A hardware store grows — and endures — in Brooklyn

Decades-old Crest True Value reinvents itself to thrive.

There are few communities in America that have undergone a more visible, oft-scrutinized, and drastic demographic upheaval than Brooklyn’s Williamsburg neighborhood. But one young retailer has successfully navigated the complex task of maintaining his father’s legacy and positioning his store for future growth in this environment.

It’s perhaps for this reason he’s one of this year’s Young Retailer of the Year honorees. But Joseph Franquinha, owner of Brooklyn’s Crest True Value Hardware and Urban Garden Center, founded in 1962, is also in possession of a “creative fire” (and a visionary sense for what makes that whole “Urban Garden Center” part successful).

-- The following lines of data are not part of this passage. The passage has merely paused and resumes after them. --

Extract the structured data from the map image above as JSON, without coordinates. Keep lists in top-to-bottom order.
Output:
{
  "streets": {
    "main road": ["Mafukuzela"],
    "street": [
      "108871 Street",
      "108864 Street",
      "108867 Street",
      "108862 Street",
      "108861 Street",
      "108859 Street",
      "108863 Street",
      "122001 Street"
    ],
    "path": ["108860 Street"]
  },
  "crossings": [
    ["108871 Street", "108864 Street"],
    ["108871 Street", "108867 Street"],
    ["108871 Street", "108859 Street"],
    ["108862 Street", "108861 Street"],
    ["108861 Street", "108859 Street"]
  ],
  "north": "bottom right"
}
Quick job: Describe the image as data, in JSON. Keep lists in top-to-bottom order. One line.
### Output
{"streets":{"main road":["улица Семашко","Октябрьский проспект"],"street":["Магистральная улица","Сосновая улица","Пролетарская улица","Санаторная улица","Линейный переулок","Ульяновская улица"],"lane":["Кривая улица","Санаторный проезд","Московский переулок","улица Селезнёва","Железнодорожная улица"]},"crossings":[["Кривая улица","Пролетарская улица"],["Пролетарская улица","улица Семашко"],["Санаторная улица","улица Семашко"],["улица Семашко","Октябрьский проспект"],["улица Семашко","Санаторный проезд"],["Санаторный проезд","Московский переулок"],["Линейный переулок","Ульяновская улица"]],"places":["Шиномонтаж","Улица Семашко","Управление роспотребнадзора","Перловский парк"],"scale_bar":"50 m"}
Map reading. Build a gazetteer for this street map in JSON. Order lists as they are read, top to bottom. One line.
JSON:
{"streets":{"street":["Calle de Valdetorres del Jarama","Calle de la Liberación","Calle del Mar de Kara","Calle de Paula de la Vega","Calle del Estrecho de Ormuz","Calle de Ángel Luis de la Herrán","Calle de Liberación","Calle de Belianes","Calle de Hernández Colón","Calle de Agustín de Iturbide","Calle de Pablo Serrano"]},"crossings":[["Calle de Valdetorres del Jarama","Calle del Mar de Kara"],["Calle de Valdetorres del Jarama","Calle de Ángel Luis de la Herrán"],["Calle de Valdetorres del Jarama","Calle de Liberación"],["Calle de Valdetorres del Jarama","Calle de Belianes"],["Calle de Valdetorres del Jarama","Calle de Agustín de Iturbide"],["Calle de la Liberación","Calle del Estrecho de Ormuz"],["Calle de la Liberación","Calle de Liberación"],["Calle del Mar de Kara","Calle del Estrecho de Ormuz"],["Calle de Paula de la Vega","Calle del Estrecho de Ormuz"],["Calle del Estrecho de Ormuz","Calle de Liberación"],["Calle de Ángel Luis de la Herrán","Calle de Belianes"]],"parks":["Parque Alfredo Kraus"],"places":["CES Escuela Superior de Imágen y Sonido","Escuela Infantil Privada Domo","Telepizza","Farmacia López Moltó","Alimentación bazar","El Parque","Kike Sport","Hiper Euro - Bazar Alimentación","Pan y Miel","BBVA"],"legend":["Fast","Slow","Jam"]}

One of Franquinha’s most notable contributions to the store since taking over from his father and his uncle has been the addition of what is now a 5,000-sq.-ft. garden center with a year-round greenhouse.

Williamsburg had already changed a lot by the time the recession hit, but it was at that point that the usual stable of plumber and electrician customers stopped coming in. Instead, the store began to see an influx of DIYers.

“The writing was on the wall to start catering more to the DIY set, and also use this opportunity to maybe differentiate from the normal stock that a hardware store usually carries,” he said.

That’s where the garden came into play. In 2007, he was trying to convince his father that it was a good idea, but he wasn’t sold on the concept. When his father took his first long vacation in 25 years, he began to build the garden center anyway — putting up beams, a pergola and an overhang.

“I thought I was going to get a pat on the back or a pink slip, and I got neither,” he said. “He just said, ‘You better make this work.’”

Now, Franquinha said, the garden comprises roughly one-third of the store’s revenue. When they renovated the store recently, they focused primarily on plants and paint, two categories Franquinha describes as “Amazon-proof.”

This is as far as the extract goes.